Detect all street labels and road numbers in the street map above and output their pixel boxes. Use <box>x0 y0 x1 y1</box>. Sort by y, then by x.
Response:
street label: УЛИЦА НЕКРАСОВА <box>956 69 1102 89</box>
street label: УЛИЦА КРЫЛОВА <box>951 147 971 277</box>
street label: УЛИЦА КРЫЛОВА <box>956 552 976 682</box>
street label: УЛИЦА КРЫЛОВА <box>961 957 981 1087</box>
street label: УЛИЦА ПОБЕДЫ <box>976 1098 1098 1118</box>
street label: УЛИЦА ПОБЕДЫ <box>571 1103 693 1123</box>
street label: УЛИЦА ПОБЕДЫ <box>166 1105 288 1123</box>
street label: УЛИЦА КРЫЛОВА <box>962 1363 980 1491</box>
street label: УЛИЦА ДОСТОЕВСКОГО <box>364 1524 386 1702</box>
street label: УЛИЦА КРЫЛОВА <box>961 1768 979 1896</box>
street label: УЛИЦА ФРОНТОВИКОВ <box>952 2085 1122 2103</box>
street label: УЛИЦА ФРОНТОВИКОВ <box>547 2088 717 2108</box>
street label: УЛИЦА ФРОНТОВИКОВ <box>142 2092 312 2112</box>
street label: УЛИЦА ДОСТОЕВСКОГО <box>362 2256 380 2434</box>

________________________

» Task description:
From the first line to the last, transcribe the listing exactly.

» Result of this exercise:
Detect all street labels and road numbers in the street map above and output their pixel boxes. Use <box>x0 y0 x1 y1</box>. Sort by y, then by x.
Response:
street label: УЛИЦА НЕКРАСОВА <box>956 69 1102 89</box>
street label: УЛИЦА КРЫЛОВА <box>951 147 971 277</box>
street label: УЛИЦА КРЫЛОВА <box>956 552 976 682</box>
street label: УЛИЦА КРЫЛОВА <box>961 957 981 1087</box>
street label: УЛИЦА ПОБЕДЫ <box>976 1098 1098 1118</box>
street label: УЛИЦА ПОБЕДЫ <box>571 1103 693 1123</box>
street label: УЛИЦА ПОБЕДЫ <box>166 1105 288 1123</box>
street label: УЛИЦА КРЫЛОВА <box>962 1363 980 1491</box>
street label: УЛИЦА ДОСТОЕВСКОГО <box>364 1524 386 1702</box>
street label: УЛИЦА КРЫЛОВА <box>961 1768 979 1896</box>
street label: УЛИЦА ФРОНТОВИКОВ <box>952 2085 1122 2103</box>
street label: УЛИЦА ФРОНТОВИКОВ <box>547 2088 717 2108</box>
street label: УЛИЦА ФРОНТОВИКОВ <box>142 2092 312 2112</box>
street label: УЛИЦА ДОСТОЕВСКОГО <box>362 2256 380 2434</box>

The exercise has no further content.